• _Your objective_
Below are lines of data; count those that contain "bottom" and give the total alone.

Records contained in a dataset:
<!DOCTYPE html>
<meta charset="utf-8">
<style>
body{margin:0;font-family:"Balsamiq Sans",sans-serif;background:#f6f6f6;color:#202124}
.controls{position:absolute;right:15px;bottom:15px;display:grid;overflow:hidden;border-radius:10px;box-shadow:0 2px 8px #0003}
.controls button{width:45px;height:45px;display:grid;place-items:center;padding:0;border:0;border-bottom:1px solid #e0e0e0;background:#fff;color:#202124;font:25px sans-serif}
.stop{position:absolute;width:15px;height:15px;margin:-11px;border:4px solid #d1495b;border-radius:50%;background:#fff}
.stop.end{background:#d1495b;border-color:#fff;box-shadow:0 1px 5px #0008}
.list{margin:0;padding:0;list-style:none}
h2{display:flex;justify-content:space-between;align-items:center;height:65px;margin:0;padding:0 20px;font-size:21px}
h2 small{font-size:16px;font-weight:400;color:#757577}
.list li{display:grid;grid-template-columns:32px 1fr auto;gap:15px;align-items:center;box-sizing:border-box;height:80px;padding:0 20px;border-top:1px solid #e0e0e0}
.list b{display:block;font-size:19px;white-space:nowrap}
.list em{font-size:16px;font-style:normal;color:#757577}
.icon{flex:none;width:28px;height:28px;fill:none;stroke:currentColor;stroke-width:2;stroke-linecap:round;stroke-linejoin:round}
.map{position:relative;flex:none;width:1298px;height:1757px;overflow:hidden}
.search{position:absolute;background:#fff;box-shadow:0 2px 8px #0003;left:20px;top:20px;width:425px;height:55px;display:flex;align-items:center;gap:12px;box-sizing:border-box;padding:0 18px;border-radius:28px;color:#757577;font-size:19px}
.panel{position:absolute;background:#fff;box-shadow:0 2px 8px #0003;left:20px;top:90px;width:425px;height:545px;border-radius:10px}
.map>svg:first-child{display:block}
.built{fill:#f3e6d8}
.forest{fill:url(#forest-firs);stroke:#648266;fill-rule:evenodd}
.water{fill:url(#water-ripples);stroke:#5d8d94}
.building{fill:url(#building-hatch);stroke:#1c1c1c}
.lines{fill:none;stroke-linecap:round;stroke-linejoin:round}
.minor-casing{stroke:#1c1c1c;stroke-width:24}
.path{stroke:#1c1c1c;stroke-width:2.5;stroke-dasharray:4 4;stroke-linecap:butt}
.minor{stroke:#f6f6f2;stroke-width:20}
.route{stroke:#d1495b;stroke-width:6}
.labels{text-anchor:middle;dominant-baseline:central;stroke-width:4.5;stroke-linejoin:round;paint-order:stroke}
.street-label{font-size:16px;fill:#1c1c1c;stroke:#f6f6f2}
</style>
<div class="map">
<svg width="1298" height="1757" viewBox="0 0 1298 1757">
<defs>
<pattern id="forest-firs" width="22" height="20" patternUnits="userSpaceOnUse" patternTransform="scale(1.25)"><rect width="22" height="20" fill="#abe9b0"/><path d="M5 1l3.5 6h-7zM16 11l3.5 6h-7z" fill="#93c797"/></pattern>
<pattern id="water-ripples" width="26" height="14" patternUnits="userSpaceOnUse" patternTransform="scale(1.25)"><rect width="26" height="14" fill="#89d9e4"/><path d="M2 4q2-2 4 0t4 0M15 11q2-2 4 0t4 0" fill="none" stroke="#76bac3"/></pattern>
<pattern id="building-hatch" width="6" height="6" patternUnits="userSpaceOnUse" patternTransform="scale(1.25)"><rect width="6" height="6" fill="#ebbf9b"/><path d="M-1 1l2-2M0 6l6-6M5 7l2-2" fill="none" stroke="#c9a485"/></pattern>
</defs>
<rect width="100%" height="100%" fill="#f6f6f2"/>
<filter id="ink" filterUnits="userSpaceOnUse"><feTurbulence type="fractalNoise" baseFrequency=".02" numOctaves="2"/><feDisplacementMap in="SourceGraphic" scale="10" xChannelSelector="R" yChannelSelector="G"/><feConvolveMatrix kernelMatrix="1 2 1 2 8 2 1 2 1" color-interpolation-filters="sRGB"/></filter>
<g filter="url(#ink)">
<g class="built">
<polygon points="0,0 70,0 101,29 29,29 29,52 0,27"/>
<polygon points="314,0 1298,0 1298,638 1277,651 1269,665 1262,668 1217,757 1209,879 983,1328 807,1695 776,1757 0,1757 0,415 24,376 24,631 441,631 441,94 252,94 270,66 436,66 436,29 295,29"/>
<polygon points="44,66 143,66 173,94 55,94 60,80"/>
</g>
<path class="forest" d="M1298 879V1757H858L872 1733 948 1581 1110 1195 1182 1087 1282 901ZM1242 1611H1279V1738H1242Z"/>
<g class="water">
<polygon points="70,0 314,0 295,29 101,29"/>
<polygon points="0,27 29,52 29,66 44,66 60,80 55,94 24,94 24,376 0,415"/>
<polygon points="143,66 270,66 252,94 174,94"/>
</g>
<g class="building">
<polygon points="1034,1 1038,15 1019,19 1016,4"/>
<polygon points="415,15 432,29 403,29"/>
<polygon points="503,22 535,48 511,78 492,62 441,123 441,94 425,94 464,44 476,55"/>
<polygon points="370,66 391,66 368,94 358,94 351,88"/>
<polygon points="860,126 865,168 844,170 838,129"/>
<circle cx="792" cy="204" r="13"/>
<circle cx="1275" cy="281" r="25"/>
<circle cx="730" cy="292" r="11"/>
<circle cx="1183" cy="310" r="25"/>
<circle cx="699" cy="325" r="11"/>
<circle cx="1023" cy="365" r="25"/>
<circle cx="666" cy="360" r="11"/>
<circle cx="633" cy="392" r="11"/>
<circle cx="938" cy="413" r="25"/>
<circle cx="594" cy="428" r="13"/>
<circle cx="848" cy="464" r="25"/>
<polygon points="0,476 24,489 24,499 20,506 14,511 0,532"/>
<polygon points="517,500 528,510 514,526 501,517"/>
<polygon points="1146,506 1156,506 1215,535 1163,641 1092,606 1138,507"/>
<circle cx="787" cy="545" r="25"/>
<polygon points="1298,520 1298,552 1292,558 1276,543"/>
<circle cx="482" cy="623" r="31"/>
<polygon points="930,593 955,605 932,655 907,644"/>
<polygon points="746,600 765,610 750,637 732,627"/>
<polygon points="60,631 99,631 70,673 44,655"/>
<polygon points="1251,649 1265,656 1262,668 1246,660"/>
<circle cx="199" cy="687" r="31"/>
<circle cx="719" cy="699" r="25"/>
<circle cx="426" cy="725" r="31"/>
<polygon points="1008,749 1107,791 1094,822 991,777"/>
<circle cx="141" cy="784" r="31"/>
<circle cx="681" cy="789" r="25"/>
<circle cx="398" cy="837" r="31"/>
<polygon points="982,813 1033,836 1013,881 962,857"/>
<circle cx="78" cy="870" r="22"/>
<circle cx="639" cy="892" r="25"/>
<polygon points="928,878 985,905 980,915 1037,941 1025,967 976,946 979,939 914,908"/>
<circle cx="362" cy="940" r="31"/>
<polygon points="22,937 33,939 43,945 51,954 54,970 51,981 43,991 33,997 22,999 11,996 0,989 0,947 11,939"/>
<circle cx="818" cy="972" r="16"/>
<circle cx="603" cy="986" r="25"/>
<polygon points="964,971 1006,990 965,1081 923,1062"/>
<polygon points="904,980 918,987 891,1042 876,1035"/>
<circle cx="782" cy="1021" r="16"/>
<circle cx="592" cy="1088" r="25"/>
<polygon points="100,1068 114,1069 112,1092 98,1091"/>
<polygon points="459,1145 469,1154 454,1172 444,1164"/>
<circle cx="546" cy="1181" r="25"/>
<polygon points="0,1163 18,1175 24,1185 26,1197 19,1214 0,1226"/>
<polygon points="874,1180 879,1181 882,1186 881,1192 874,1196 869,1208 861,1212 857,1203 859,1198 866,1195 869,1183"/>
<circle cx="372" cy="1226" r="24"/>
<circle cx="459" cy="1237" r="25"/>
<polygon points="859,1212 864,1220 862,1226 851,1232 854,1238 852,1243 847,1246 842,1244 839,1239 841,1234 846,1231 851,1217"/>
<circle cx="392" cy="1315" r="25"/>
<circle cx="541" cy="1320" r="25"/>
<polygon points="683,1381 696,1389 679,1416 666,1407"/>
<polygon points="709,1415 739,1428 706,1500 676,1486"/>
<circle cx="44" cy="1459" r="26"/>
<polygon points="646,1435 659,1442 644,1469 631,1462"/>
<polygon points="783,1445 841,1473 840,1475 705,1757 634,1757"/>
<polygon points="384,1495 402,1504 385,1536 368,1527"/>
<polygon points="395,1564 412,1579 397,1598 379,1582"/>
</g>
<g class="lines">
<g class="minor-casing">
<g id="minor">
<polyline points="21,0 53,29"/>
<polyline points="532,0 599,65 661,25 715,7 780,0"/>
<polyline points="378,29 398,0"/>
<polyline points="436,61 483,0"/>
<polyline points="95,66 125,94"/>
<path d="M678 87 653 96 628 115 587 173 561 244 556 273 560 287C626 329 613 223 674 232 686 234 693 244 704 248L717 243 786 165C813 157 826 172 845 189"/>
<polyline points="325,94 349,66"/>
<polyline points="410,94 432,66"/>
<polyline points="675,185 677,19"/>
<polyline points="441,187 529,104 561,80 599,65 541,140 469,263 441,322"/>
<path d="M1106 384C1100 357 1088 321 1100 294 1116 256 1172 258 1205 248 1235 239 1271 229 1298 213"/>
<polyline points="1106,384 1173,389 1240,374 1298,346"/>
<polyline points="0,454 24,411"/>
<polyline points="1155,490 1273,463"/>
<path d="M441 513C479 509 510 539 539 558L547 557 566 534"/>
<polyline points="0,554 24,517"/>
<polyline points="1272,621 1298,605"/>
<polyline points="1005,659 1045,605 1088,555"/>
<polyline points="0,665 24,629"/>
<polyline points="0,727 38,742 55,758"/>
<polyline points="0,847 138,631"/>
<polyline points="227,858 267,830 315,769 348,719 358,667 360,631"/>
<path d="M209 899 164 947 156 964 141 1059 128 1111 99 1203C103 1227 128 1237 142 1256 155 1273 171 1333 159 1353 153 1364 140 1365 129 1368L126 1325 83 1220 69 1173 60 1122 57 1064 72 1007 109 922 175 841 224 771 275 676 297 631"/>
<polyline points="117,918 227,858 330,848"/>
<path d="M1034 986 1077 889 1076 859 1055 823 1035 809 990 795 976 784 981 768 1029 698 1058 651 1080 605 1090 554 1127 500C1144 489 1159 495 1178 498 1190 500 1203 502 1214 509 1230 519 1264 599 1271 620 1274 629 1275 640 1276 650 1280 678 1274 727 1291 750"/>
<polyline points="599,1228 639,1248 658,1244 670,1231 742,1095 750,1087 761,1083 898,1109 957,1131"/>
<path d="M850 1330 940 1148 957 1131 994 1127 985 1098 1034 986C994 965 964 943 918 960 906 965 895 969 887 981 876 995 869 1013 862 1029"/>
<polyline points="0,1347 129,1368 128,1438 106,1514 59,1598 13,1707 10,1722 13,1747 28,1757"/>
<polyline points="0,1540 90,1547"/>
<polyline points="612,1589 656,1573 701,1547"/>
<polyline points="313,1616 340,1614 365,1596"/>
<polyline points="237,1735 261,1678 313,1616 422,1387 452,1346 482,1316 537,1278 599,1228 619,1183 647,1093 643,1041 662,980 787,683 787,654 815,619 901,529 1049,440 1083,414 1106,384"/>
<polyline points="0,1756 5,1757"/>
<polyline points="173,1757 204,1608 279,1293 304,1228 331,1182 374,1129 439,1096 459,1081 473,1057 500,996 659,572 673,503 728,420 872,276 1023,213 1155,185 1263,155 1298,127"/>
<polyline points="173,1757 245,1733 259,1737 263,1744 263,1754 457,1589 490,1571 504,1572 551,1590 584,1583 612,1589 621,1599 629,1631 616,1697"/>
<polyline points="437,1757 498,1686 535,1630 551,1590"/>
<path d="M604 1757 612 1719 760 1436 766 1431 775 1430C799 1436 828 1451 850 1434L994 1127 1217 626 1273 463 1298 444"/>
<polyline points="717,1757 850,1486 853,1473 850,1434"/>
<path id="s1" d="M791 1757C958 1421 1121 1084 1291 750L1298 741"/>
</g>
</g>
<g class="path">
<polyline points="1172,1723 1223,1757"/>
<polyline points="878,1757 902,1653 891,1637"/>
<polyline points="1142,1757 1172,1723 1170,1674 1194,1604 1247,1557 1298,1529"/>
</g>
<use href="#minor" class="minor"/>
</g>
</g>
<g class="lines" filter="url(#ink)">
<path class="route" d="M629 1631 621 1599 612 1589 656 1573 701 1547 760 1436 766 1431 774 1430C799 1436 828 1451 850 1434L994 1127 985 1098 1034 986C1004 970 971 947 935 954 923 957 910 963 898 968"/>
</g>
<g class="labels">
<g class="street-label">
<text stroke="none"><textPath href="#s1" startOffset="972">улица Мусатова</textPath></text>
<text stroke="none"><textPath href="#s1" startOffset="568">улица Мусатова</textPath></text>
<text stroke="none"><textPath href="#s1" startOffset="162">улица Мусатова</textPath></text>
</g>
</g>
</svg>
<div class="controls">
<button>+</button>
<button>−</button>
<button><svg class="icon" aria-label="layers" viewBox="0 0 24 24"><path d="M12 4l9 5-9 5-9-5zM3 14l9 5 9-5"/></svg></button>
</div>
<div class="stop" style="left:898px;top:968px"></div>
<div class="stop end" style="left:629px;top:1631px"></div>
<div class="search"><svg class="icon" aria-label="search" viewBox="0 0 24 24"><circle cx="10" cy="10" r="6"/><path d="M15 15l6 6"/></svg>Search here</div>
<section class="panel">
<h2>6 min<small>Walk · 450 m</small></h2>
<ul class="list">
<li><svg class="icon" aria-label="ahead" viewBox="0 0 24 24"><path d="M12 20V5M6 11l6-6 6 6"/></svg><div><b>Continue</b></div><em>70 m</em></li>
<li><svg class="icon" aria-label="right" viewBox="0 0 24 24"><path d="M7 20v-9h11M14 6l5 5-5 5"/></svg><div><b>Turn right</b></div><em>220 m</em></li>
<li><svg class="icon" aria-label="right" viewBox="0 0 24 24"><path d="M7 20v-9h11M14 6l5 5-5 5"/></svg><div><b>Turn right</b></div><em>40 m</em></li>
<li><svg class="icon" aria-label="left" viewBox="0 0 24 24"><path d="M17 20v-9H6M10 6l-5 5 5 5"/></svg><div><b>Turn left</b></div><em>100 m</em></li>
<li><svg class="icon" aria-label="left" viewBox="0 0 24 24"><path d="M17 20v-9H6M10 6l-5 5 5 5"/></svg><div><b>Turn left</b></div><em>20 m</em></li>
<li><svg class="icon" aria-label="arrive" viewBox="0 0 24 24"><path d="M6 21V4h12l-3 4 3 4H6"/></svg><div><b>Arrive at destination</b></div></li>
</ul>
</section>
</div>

• _Exercise output_
2